Task prompt: From the line containing "Annotation task. Transcribe" down to the last line of the material, return those lines verbatim and only those.

Data for this task:
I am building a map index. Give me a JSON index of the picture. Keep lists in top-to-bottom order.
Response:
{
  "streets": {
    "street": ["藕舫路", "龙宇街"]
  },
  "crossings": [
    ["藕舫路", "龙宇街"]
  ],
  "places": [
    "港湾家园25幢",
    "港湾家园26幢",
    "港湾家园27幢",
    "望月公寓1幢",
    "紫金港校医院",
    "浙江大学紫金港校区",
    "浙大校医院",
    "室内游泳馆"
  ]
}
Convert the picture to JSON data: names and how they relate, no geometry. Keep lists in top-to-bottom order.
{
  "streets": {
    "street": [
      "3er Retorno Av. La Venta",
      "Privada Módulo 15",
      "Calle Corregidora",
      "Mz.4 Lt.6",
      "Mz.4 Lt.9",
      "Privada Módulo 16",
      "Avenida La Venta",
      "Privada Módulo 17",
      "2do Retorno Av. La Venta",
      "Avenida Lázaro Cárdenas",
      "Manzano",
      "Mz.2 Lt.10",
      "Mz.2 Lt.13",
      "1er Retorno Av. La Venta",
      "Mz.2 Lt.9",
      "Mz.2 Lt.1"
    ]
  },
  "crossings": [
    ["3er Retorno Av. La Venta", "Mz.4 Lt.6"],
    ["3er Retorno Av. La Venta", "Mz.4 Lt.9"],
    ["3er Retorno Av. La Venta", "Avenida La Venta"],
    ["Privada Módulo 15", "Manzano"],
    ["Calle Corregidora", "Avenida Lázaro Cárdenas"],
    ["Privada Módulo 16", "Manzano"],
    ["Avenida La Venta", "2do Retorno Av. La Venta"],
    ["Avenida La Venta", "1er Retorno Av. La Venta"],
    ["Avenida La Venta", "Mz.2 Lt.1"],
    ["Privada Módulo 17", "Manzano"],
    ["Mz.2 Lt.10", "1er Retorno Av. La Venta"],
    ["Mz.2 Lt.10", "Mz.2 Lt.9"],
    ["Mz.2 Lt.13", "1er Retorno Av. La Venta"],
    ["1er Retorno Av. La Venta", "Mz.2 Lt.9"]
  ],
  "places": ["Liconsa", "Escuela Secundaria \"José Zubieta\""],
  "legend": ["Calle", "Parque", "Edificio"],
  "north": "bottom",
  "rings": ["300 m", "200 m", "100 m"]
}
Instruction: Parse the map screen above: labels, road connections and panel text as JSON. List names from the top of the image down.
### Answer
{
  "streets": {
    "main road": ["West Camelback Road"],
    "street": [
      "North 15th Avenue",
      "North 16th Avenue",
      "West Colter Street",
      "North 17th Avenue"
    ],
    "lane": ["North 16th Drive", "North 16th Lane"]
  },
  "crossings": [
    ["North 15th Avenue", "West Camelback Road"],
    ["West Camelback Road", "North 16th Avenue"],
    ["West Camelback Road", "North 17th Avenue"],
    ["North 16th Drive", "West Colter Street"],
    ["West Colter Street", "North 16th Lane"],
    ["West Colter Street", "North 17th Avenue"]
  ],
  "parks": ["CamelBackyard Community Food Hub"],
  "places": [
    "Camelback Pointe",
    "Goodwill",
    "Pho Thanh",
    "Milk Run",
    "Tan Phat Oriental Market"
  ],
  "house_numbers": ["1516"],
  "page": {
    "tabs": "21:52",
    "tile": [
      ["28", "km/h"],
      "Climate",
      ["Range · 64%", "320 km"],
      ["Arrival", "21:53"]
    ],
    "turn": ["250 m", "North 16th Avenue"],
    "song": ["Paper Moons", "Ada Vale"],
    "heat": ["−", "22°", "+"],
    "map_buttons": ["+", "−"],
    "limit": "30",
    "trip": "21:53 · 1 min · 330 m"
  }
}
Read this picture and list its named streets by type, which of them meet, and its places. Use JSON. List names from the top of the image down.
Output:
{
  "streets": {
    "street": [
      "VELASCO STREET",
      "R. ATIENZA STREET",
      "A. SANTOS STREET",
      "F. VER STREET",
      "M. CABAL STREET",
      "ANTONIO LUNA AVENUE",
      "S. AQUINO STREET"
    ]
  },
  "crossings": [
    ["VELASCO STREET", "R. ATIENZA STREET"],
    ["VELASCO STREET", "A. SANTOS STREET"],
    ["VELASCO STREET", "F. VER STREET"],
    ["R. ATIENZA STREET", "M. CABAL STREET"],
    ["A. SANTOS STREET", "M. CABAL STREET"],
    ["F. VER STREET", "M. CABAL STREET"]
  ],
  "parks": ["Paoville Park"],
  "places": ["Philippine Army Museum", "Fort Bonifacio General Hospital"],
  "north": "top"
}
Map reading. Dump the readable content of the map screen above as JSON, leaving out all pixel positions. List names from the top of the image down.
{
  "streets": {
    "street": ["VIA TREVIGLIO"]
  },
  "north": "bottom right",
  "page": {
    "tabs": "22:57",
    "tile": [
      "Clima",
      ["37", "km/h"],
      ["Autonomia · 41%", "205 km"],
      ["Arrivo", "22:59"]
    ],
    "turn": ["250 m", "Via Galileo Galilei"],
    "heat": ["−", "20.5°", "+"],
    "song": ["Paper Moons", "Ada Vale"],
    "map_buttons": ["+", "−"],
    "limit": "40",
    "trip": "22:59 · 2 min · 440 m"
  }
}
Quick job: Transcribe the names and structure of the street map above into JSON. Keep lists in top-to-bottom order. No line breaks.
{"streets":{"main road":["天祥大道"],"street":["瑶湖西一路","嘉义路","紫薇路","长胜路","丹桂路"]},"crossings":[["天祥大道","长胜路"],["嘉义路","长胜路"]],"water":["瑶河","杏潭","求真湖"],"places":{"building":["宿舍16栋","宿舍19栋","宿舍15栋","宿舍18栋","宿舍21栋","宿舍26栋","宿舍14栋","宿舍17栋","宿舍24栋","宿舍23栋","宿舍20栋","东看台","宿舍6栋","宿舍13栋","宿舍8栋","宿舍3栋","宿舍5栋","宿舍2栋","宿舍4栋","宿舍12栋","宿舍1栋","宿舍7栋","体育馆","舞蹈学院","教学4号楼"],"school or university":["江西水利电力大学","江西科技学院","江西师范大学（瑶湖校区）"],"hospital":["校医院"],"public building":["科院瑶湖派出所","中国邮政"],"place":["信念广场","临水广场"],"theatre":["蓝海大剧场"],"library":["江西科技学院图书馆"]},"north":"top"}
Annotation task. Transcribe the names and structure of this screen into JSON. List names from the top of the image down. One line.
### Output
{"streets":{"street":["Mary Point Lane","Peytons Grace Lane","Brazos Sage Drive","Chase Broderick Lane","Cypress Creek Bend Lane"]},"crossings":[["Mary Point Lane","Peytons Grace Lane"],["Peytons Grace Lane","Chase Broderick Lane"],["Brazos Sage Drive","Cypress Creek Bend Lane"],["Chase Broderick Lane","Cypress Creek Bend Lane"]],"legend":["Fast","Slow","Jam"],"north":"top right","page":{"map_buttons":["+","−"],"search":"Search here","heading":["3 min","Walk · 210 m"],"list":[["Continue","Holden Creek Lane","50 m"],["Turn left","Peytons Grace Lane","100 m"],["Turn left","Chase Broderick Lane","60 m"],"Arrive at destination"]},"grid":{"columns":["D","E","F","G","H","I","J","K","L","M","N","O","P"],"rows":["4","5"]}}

Response:
Annotation task. Transcribe the names and structure of this screen into JSON. List names from the top of the image down. One line.
### Output
{"streets":{"street":["Mary Point Lane","Peytons Grace Lane","Brazos Sage Drive","Chase Broderick Lane","Cypress Creek Bend Lane"]},"crossings":[["Mary Point Lane","Peytons Grace Lane"],["Peytons Grace Lane","Chase Broderick Lane"],["Brazos Sage Drive","Cypress Creek Bend Lane"],["Chase Broderick Lane","Cypress Creek Bend Lane"]],"legend":["Fast","Slow","Jam"],"north":"top right","page":{"map_buttons":["+","−"],"search":"Search here","heading":["3 min","Walk · 210 m"],"list":[["Continue","Holden Creek Lane","50 m"],["Turn left","Peytons Grace Lane","100 m"],["Turn left","Chase Broderick Lane","60 m"],"Arrive at destination"]},"grid":{"columns":["D","E","F","G","H","I","J","K","L","M","N","O","P"],"rows":["4","5"]}}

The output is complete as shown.